September 19 2014 Latest news:
Wednesday, January 16, 2013
Imogen Blake takes a tour of the Olympic Park to see how it’s changed since the 2012 Games.
I’m not usually a fan of watching competitive sports but I don’t know anyone who wasn’t mesmerised by Danny Boyle’s opening ceremony or the successes of Team GB last summer.
So as I walked onto a bus at Stratford station about to take me and 29 others around the Queen Elizabeth Olympic Park, I became slightly nervous.
I didn’t get tickets for the Games and the closest I had been to the site previously was looking at the Stadium and AcelorMittal Orbit structure through a train window on the way past Stratford.

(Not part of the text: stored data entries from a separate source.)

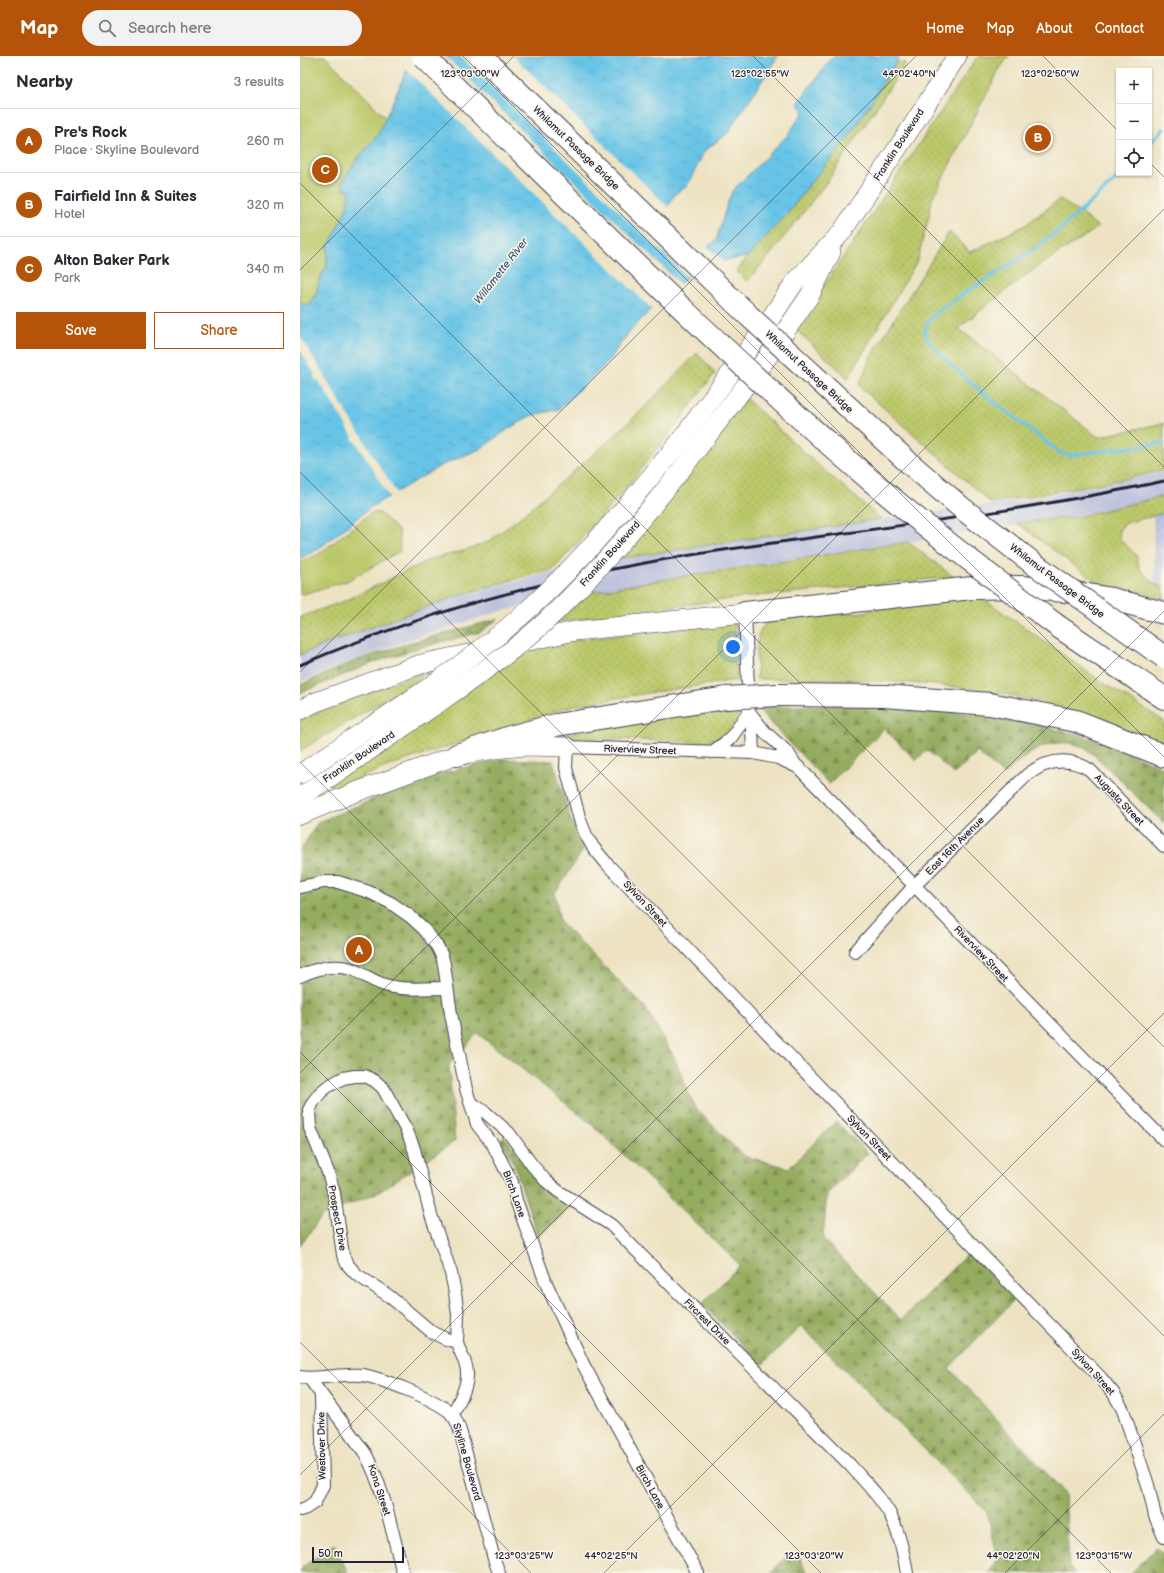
<!DOCTYPE html>
<meta charset="utf-8">
<style>
:root{--surface:#fff;--page:#f2f2f3;--text:#2b2b33;--muted:#7c7c81;--line:#e1e1e2;--accent:#b45309}
body{margin:0;font-family:"Balsamiq Sans",sans-serif;background:var(--page);color:var(--text)}
.controls{position:absolute;right:12px;top:12px;display:grid;overflow:hidden;border-radius:0px;box-shadow:0 1px 3px #0004}
.controls button{width:36px;height:36px;display:grid;place-items:center;padding:0;border:0;border-bottom:1px solid var(--line);background:var(--surface);color:var(--text);font:20px sans-serif}
.scale{position:absolute;left:12px;bottom:10px;width:92px;box-sizing:border-box;padding-left:4px;border:2px solid #22223b;border-top:0;font-size:11px;line-height:14px;white-space:nowrap;color:#22223b;-webkit-text-stroke:3px #fbf7ec;paint-order:stroke}
.you{position:absolute;left:433px;top:591px;width:14px;height:14px;margin:-10px;border:3px solid #fff;border-radius:50%;background:#1a73e8;box-shadow:0 0 0 6px #1a73e833}
.badge{display:grid;place-items:center;width:26px;height:26px;border-radius:50%;background:var(--accent);color:#fff;font-size:13px;font-weight:700}
.pin{position:absolute;translate:-50% -50%;border:2px solid #fff;box-shadow:0 1px 4px #0006}
.list{margin:0;padding:0;list-style:none}
h2{display:flex;justify-content:space-between;align-items:center;height:52px;margin:0;padding:0 16px;font-size:17px}
h2 small{font-size:13px;font-weight:400;color:var(--muted)}
.list li{display:grid;grid-template-columns:26px 1fr auto;gap:12px;align-items:center;box-sizing:border-box;height:64px;padding:0 16px;border-top:1px solid var(--line)}
.list b{display:block;font-size:15px;white-space:nowrap}
.list p{margin:0;font-size:13px;white-space:nowrap;color:var(--muted)}
.list em{font-size:13px;font-style:normal;color:var(--muted)}
.actions{display:flex;gap:8px;padding:12px 16px}
.actions a{flex:1;padding:9px 0;border:1px solid var(--accent);border-radius:0px;text-align:center;font-size:14px;color:var(--accent)}
.actions .main{background:var(--accent);color:#fff}
.icon{flex:none;width:22px;height:22px;fill:none;stroke:currentColor;stroke-width:2;stroke-linecap:round;stroke-linejoin:round}
.map{position:relative;flex:none;width:864px;height:1517px;overflow:hidden}
header{display:flex;align-items:center;gap:24px;box-sizing:border-box;height:56px;padding:0 20px;background:var(--accent);color:#fff}
header strong{font-size:19px}
nav{display:flex;gap:22px;margin-inline-start:auto;font-size:14px}
.search{width:280px;height:36px;background:var(--page);display:flex;align-items:center;gap:10px;box-sizing:border-box;padding:0 14px;border-radius:22px;color:var(--muted);font-size:15px}
main{display:flex}
aside{flex:1;background:var(--surface)}
.map>svg:first-child{display:block}
.industrial{fill:url(#industrial-furrows)}
.railway{fill:#bec3dd}
.grass{fill:url(#grass-dots);stroke:#6e7552}
.forest{fill:url(#forest-firs);stroke:#5b674c}
.park{fill:#bbc86a;stroke:#6e7552}
.water{fill:url(#water-ripples);stroke:#457390}
.pier{fill:#ede3c3}
.lines{fill:none;stroke-linecap:round;stroke-linejoin:round}
.stream{stroke:#68c4e6;stroke-width:3.5}
.street-casing{stroke:#403f4f;stroke-width:14}
.primary-casing{stroke:#403f4f;stroke-width:20}
.highway-casing{stroke:#403f4f;stroke-width:24}
.street{stroke:#fff;stroke-width:12}
.primary{stroke:#fff;stroke-width:19}
.highway{stroke:#fff;stroke-width:22}
.rail{stroke:#22223b;stroke-width:3}
.primary-bridge-casing{stroke:#403f4f;stroke-width:20;stroke-linecap:butt}
.highway-bridge-casing{stroke:#403f4f;stroke-width:24;stroke-linecap:butt}
.primary-bridge{stroke:#fff;stroke-width:19}
.highway-bridge{stroke:#fff;stroke-width:22}
.ticks{fill:none;stroke:#22223b;stroke-width:1;stroke-opacity:0.45}
.labels{text-anchor:middle;dominant-baseline:central;stroke-width:3;stroke-linejoin:round;paint-order:stroke}
.street-label{font-size:10px;fill:#22223b;stroke:#fbf7ec}
.water-label{font-size:11px;font-style:italic;fill:#3a5b77;stroke:#fbf7ec}
.ticks-label{font-size:10px;text-anchor:middle;fill:#22223b;stroke:#fbf7ec;stroke-width:3;stroke-linejoin:round;paint-order:stroke}
</style>
<header>
<strong>Map</strong>
<div class="search"><svg class="icon" aria-label="search" viewBox="0 0 24 24"><circle cx="10" cy="10" r="6"/><path d="M15 15l6 6"/></svg>Search here</div>
<nav><a>Home</a><a>Map</a><a>About</a><a>Contact</a></nav>
</header>
<main>
<aside>
<h2>Nearby<small>3 results</small></h2>
<ul class="list">
<li><span class="badge">A</span><div><b>Pre's Rock</b><p>Place · Skyline Boulevard</p></div><em>260 m</em></li>
<li><span class="badge">B</span><div><b>Fairfield Inn &amp; Suites</b><p>Hotel</p></div><em>320 m</em></li>
<li><span class="badge">C</span><div><b>Alton Baker Park</b><p>Park</p></div><em>340 m</em></li>
</ul>
<div class="actions"><a class="main">Save</a><a>Share</a></div>
</aside>
<div class="map">
<svg width="864" height="1517" viewBox="0 0 864 1517">
<defs>
<pattern id="industrial-furrows" width="10" height="10" patternUnits="userSpaceOnUse"><rect width="10" height="10" fill="#bec3dd"/><path d="M-1 1l2-2M0 10L10 0M9 11l2-2" fill="none" stroke="#a3a7bf"/></pattern>
<pattern id="grass-dots" width="8" height="8" patternUnits="userSpaceOnUse"><rect width="8" height="8" fill="#bbc86a"/><path d="M2 2h.1M6 6h.1" fill="none" stroke="#a0ac5d" stroke-width="1.8" stroke-linecap="round"/></pattern>
<pattern id="forest-firs" width="22" height="20" patternUnits="userSpaceOnUse"><rect width="22" height="20" fill="#94ac5e"/><path d="M5 1l3.5 6h-7zM16 11l3.5 6h-7z" fill="#788c4f"/></pattern>
<pattern id="water-ripples" width="26" height="14" patternUnits="userSpaceOnUse"><rect width="26" height="14" fill="#68c4e6"/><path d="M2 4q2-2 4 0t4 0M15 11q2-2 4 0t4 0" fill="none" stroke="#5aa8c6"/></pattern>
</defs>
<rect width="100%" height="100%" fill="#fbf7ec"/>
<filter id="ink" filterUnits="userSpaceOnUse"><feTurbulence type="fractalNoise" baseFrequency=".025" numOctaves="2"/><feDisplacementMap in="SourceGraphic" scale="8" xChannelSelector="R" yChannelSelector="G"/><feConvolveMatrix kernelMatrix="1 2 1 2 8 2 1 2 1" color-interpolation-filters="sRGB"/></filter>
<filter id="wash" filterUnits="userSpaceOnUse"><feTurbulence type="fractalNoise" baseFrequency=".012" numOctaves="4" result="noise"/><feDisplacementMap in="SourceGraphic" scale="16" xChannelSelector="R" yChannelSelector="G"/><feGaussianBlur stdDeviation="0.9" result="paint"/><feColorMatrix in="noise" values="0 0 0 0 0 0 0 0 0 0 0 0 0 0 0 0 0 1.4 0 .05"/><feComposite in="paint" operator="in"/></filter>
<g filter="url(#wash)">
<rect width="100%" height="100%" fill="#ede3c3"/>
<polygon class="industrial" points="864,457 864,532 855,528 853,460"/>
<polygon class="railway" points="864,416 864,440 770,461 437,511 284,537 198,556 102,586 0,626 0,599 54,576 158,540 244,518 335,501 463,480 724,444"/>
<g class="grass">
<polygon points="678,0 709,0 699,14 632,143 629,160 617,205 548,322 495,273"/>
<polygon points="596,6 606,7 527,126 470,199 447,226 437,216 447,201 488,157 512,125 549,81"/>
<polygon points="760,143 799,171 734,213 658,272 798,381 864,367 864,414 825,423 691,447 559,330 570,302 649,176 670,196 724,170"/>
<polygon points="397,297 415,317 363,386 310,451 253,514 226,520 163,538 31,586 0,599 0,561 47,544 131,503 163,495 188,486 218,463 303,390 345,351"/>
<polygon points="445,342 518,409 581,463 317,503"/>
<polygon points="864,440 864,457 826,467 819,474 820,483 836,499 840,513 855,528 864,532 864,544 848,538 799,528 717,467 776,461"/>
<polygon points="608,486 654,521 438,542 256,566 283,538 341,527"/>
<path d="M 678,539 L 805,628 L 864,665 L 864,689 C 810,670 756,647 699,637 C 620,624 538,623 457,623 C 457,604 451,572 473,563 L 564,556 L 586,550 Z"/>
<polygon points="435,567 437,624 328,640 272,650 91,709 33,733 29,726 229,589"/>
<polygon points="130,614 113,626 0,695 0,664 39,647"/>
<path d="M 440,652 C 439,671 422,683 403,686 L 275,682 L 256,680 L 404,653 Z"/>
</g>
<g class="forest">
<polygon points="198,563 180,576 119,592 75,606 0,637 0,629 58,604 109,587"/>
<path d="M 572,648 C 638,653 703,660 767,676 C 801,684 832,698 864,712 L 864,767 C 848,752 832,736 816,720 C 806,711 796,699 784,692 C 754,676 724,699 704,719 L 677,696 L 654,718 L 627,694 L 616,704 L 584,673 L 529,728 L 465,661 L 458,651 Z"/>
<polygon points="201,703 253,705 270,761 284,793 255,837 260,866 344,950 374,1001 395,1052 444,1100 489,1112 536,1065 568,1097 527,1138 523,1183 601,1264 669,1196 714,1244 649,1312 765,1437 769,1511 775,1517 689,1517 698,1503 687,1456 501,1270 462,1309 402,1248 440,1209 289,1066 177,977 149,1009 155,1085 79,1136 22,1160 0,1190 0,795 18,766 130,720"/>
<polygon points="204,1080 242,1128 271,1151 238,1181 214,1108 200,1084"/>
<polygon points="34,1488 48,1517 0,1517 0,1513"/>
<polygon points="856,1492 864,1497 864,1517 831,1517"/>
<polygon points="499,1499 506,1517 471,1517 484,1503"/>
</g>
<g class="park">
<polygon points="0,0 25,0 86,62 78,79 58,102 42,126 50,134 47,151 35,178 28,189 27,210 19,224 17,236 9,249 0,247"/>
<polygon points="71,457 80,457 99,475 100,495 47,525 0,539 0,506 19,498"/>
</g>
<polygon class="water" points="113,0 478,0 427,78 405,94 387,130 376,137 362,159 389,202 416,185 428,145 433,134 488,79 504,55 498,48 505,37 533,0 600,0 549,81 512,125 488,157 447,201 427,204 394,217 360,243 327,279 306,308 259,353 230,360 207,374 180,393 142,409 71,451 17,494 0,502 0,247 10,249 17,236 19,224 27,210 28,190 35,178 47,151 50,134 44,134 42,126 58,102 78,79"/>
<g class="pier">
<polygon points="111,0 145,0 381,229 361,245 353,254 106,13"/>
<polygon points="160,0 213,0 369,152 364,159 369,177 389,200 406,189 425,207 395,218 389,223"/>
<polygon points="0,280 21,314 25,318 25,321 59,377 63,380 63,383 97,438 90,442 57,387 52,383 53,381 19,325 16,324 14,321 15,318 0,294"/>
</g>
<g class="lines">
<g class="stream">
<polyline points="849,88 864,73"/>
<path d="M 823,117 C 793,144 764,172 731,195 C 706,212 679,227 654,244 C 644,251 625,262 625,276 C 625,296 742,383 762,398 L 771,399 L 864,387"/>
</g>
</g>
</g>
<g filter="url(#ink)">
<g class="lines">
<g class="street-casing">
<g id="street">
<polyline points="445,557 449,656 452,674 453,697"/>
<polyline points="450,657 465,676 488,697 497,711"/>
<polyline points="412,696 430,683 449,656"/>
<polyline points="0,831 24,826 38,826 69,836 91,847 111,861 124,873 137,890 142,900 144,908 151,958 166,1033 177,1068 193,1089 212,1126 216,1144 246,1227 284,1310 398,1517"/>
<path d="M 555,896 L 614,830 L 727,719 C 747,704 768,700 790,714 L 864,790"/>
<path d="M 0,920 C 17,912 36,907 54,914 C 65,919 74,926 85,929 C 105,935 127,932 147,932"/>
<path d="M 170,1046 L 185,1056 L 209,1077 L 232,1109 L 246,1125 L 258,1135 L 311,1169 L 550,1409 C 564,1425 581,1441 591,1460 C 599,1477 604,1498 607,1517"/>
<polyline points="864,1084 498,711 478,702 453,697 267,691 266,712 280,764 286,779 293,791 308,809 455,964 801,1322 814,1338 823,1354 848,1429 855,1460 864,1481"/>
<path d="M 0,1321 C 20,1324 41,1317 62,1319 C 81,1322 138,1344 152,1358 C 158,1365 161,1377 163,1386 L 194,1503 L 199,1517"/>
<path d="M 9,1322 L 65,1397 C 85,1434 92,1477 103,1517"/>
<path d="M 152,1359 C 160,1343 172,1325 165,1307 C 163,1300 159,1294 157,1286 L 146,1283 L 133,1277 L 89,1240 L 56,1218 L 47,1208 L 43,1199 L 34,1137 L 28,1116 L 10,1072 L 9,1054 L 13,1046 L 20,1037 L 27,1031 L 43,1022 L 55,1020 L 65,1020 L 75,1025 L 83,1032 L 107,1075 L 114,1093 L 131,1159 L 151,1217 L 155,1237 L 158,1259 L 157,1286"/>
<polyline points="0,1454 6,1452 15,1446 23,1429 21,1340"/>
</g>
</g>
<g class="primary-casing">
<g id="primary">
<polyline points="381,384 462,275 495,226 541,177 611,72 657,0"/>
<polyline points="395,396 472,295 510,239 531,196"/>
<polyline points="0,654 16,646 121,608 275,575 445,557"/>
<polyline points="0,718 15,708"/>
<polyline points="0,741 26,724"/>
<polyline points="0,759 56,736 157,699 194,693 227,690 267,691"/>
</g>
</g>
<g class="highway-casing">
<g id="highway">
<polyline points="445,557 672,532 721,531 764,535 812,543 864,557"/>
<polyline points="759,571 864,642"/>
<polyline points="477,639 584,640 690,648 776,665 864,700"/>
<polyline points="157,699 210,681 256,669 426,642"/>
</g>
</g>
<use href="#street" class="street"/>
<use href="#primary" class="primary"/>
<use href="#highway" class="highway"/>
<path class="rail" d="M 0,609 C 110,562 227,528 345,507 C 387,499 430,493 473,487 C 603,469 735,453 864,425"/>
<g class="primary-bridge-casing">
<g id="primary-bridge">
<path d="M 15,708 C 75,667 138,628 195,582 C 266,525 324,454 381,384"/>
<path d="M 26,724 C 61,700 96,676 131,652 C 170,625 210,598 245,566 C 300,514 349,456 395,396"/>
</g>
</g>
<g class="highway-bridge-casing">
<g id="highway-bridge">
<path d="M 123,0 C 270,143 414,289 569,423 C 630,475 694,523 759,571"/>
<polyline points="181,0 449,260 608,406 663,453 734,508 864,601"/>
<polyline points="426,642 477,639"/>
</g>
</g>
<use href="#primary-bridge" class="primary-bridge"/>
<use href="#highway-bridge" class="highway-bridge"/>
</g>
</g>
<path class="ticks" d="M 163,0 L 864,701M 453,0 L 864,411M 743,0 L 819,76M 849,106 L 864,121M 0,127 L 864,991M 0,214 L 214,0M 0,416 L 864,1280M 0,616 L 616,0M 0,706 L 811,1517M 0,996 L 521,1517M 0,1017 L 864,153M 0,1286 L 231,1517M 0,1419 L 864,555M 304,1517 L 864,957M 705,1517 L 864,1358"/>
<g class="labels">
<g class="street-label">
<text transform="translate(599 89) rotate(-57)">Franklin Boulevard</text>
<text transform="translate(276 92) rotate(44)">Whilamut Passage Bridge</text>
<text transform="translate(509 316) rotate(43)">Whilamut Passage Bridge</text>
<text transform="translate(310 498) rotate(-48)">Franklin Boulevard</text>
<text transform="translate(757 525) rotate(37)">Whilamut Passage Bridge</text>
<text transform="translate(340 694) rotate(2)">Riverview Street</text>
<text transform="translate(59 701) rotate(-34)">Franklin Boulevard</text>
<text transform="translate(819 744) rotate(46)">Augusta Street</text>
<text transform="translate(655 790) rotate(-45)">East 16th Avenue</text>
<text transform="translate(345 848) rotate(47)">Sylvan Street</text>
<text transform="translate(681 898) rotate(46)">Riverview Street</text>
<text transform="translate(569 1082) rotate(46)">Sylvan Street</text>
<text transform="translate(214 1138) rotate(70)">Birch Lane</text>
<text transform="translate(37 1162) rotate(80)">Prospect Drive</text>
<text transform="translate(407 1266) rotate(45)">Fircrest Drive</text>
<text transform="translate(793 1316) rotate(48)">Sylvan Street</text>
<text transform="translate(22 1390) rotate(-91)">Westover Drive</text>
<text transform="translate(167 1406) rotate(74)">Skyline Boulevard</text>
<text transform="translate(350 1431) rotate(61)">Birch Lane</text>
<text transform="translate(79 1434) rotate(72)">Kona Street</text>
</g>
<g class="water-label">
<text transform="translate(201 215) rotate(-52)">Willamette River</text>
</g>
</g>
<g class="ticks-label">
<text x="750" y="21">123°02'50"W</text>
<text x="170" y="21">123°03'00"W</text>
<text x="460" y="21">123°02'55"W</text>
<text x="609" y="21">44°02'40"N</text>
<text x="224" y="1503">123°03'25"W</text>
<text x="311" y="1503">44°02'25"N</text>
<text x="514" y="1503">123°03'20"W</text>
<text x="713" y="1503">44°02'20"N</text>
<text x="804" y="1503">123°03'15"W</text>
</g>
</svg>
<div class="controls">
<button>+</button>
<button>−</button>
<button><svg class="icon" aria-label="locate" viewBox="0 0 24 24"><circle cx="12" cy="12" r="6"/><path d="M12 2v4M12 18v4M2 12h4M18 12h4"/></svg></button>
</div>
<div class="scale">50 m</div>
<div class="you"></div>
<div class="pin badge" style="left:59px;top:894px">A</div>
<div class="pin badge" style="left:738px;top:82px">B</div>
<div class="pin badge" style="left:25px;top:114px">C</div>
</div>
</main>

But the grounds have since become a building site as part of the transformation into a local park for sporting activities, housing, and entertainment, the north part of which will open in July this year.
Before we set off, chirpy tour guide Sarah Salem, 62, prepared us for a different Park to the one we had all seen on TV. I couldn’t shake the feeling we were about to see a graveyard of Olympic memories.
But as soon as the Stadium’s white, jagged shell came into view, I knew I needn’t have worried. The venues still look as magnificent as they did in July and August except now they are surrounded by mounds of soil, orange and white barriers, and fluorescent-vested construction workers.
The hockey arena has gone, leaving a stretch of dirt behind, and only the striking white shell of the Basketball Arena remains of that temporary structure.
We weren’t allowed off the bus because the Park is a restricted access building site but the tour still offers unique views of the transformation.
As Sarah said to us before we set off: “Just because the Olympics has come and gone, it doesn’t mean it has to be done with.”
Tours run three times a day on Wednesdays, Thursdays and Fridays and are open to the public on some weekends.